*Task to complete:* Compute how many lines in the data below hold the word "green", then report that number with nothing else.

*Data for this task:*
------------------------

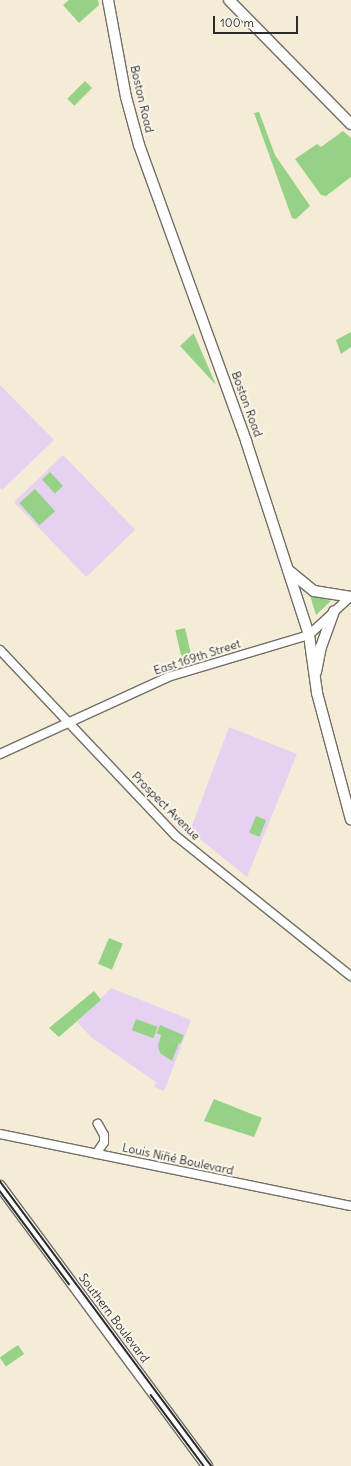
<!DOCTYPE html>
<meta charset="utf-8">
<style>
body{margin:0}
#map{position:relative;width:351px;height:1466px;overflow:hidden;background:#f5ecd7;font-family:Delius,sans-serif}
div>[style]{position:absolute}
.built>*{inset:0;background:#e6d2f0;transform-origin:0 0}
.green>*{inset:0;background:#96d286;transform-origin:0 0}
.roads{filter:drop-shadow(1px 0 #726f67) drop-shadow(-1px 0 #726f67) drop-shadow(0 1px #726f67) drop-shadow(0 -1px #726f67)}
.minor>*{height:8px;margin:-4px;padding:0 4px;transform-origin:4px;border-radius:4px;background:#fff}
.major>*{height:10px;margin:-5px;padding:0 5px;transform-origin:5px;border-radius:5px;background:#fff}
.rail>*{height:1.5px;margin:-0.75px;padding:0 0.75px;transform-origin:0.75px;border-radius:0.75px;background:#2b2b2b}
span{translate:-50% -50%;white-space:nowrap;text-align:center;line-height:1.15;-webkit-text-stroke:4px #fbf7ec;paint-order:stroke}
.street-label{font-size:12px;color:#2b2b2b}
.scale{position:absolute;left:213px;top:16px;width:85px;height:18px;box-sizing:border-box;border:2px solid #2b2b2b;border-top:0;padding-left:5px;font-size:12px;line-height:14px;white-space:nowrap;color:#2b2b2b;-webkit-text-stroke:3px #fbf7ec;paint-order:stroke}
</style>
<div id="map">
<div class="built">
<div style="clip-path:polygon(0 385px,54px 440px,2px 490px,0 488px)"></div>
<div style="left:63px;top:455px;width:104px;height:68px;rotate:46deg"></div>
<div style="clip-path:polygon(229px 727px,297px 754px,247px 877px,190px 831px)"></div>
<div style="clip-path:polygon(111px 988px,191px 1020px,164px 1091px,154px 1087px,156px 1082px,92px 1038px,77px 1022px)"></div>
</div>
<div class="green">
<div style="clip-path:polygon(69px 0,98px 0,99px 5px,79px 23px,63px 5px)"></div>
<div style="left:85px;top:81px;width:10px;height:25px;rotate:45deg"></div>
<div style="clip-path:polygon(259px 112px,275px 155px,310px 206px,296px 219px,292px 218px,254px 113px)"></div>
<div style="clip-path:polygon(343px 131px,351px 138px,351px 177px,326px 196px,321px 195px,295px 159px,317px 144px,321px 147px)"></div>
<div style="clip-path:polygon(351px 332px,351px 347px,341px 354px,336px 340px)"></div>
<div style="clip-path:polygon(194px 333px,194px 334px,216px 385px,180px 346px)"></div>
<div style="left:50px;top:472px;width:19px;height:11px;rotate:47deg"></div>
<div style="left:35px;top:489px;width:30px;height:21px;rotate:48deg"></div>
<div style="clip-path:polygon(309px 592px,317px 596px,331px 601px,316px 615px)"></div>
<div style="left:185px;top:628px;width:31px;height:10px;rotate:77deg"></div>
<div style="left:256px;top:816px;width:11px;height:18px;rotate:22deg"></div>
<div style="left:109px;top:938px;width:15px;height:28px;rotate:23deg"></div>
<div style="clip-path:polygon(94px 991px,101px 1000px,59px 1037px,49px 1028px)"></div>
<div style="left:136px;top:1019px;width:23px;height:12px;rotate:20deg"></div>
<div style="left:160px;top:1025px;width:26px;height:9px;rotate:23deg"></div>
<div style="clip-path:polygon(161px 1035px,179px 1043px,172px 1061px,160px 1053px,158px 1046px)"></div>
<div style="clip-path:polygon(214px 1099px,262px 1118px,254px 1137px,204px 1121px)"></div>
<div style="left:18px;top:1345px;width:11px;height:22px;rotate:56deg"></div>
</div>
<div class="roads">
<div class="minor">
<div style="left:0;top:650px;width:256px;rotate:46.6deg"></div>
<div style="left:176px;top:836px;width:224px;rotate:38.7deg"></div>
<div style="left:0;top:754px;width:185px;rotate:-24.6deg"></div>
<div style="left:168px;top:677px;width:147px;rotate:-16.6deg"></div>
<div style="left:309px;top:635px;width:57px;rotate:-42.9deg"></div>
<div style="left:0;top:1134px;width:358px;rotate:11.6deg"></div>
<div style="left:96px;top:1154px;width:14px;rotate:-56deg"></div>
<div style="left:104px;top:1142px;width:7px;rotate:-90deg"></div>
<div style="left:104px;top:1135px;width:13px;rotate:-119deg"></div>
</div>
<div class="major">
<div style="left:108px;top:0;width:99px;rotate:79.5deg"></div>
<div style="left:126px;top:97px;width:50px;rotate:74.8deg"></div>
<div style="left:139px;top:145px;width:315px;rotate:70.1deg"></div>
<div style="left:246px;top:441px;width:204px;rotate:72deg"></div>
<div style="left:309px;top:635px;width:59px;rotate:82.1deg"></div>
<div style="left:317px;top:693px;width:131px;rotate:75deg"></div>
<div style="left:229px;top:0;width:174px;rotate:45.5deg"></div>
<div style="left:288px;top:570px;width:33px;rotate:39deg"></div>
<div style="left:314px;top:591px;width:36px;rotate:9deg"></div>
<div style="left:316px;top:672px;width:25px;rotate:-79deg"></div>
<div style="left:321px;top:647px;width:38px;rotate:-70deg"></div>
<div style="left:0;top:1186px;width:348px;rotate:53.5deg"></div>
</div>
</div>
<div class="rail">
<div style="left:0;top:1181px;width:355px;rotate:53.4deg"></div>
<div style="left:0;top:1191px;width:116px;rotate:53.4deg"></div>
<div style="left:151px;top:1395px;width:89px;rotate:53.3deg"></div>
</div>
<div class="street-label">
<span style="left:142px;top:99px;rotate:77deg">Boston Road</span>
<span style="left:247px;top:404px;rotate:70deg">Boston Road</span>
<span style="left:197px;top:657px;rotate:-18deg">East 169th Street</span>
<span style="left:166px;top:806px;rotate:45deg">Prospect Avenue</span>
<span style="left:178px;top:1159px;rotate:12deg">Louis Niñé Boulevard</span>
<span style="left:114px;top:1318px;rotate:53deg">Southern Boulevard</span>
</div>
<div class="scale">100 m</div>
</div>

------------------------

*Exercise result:* 2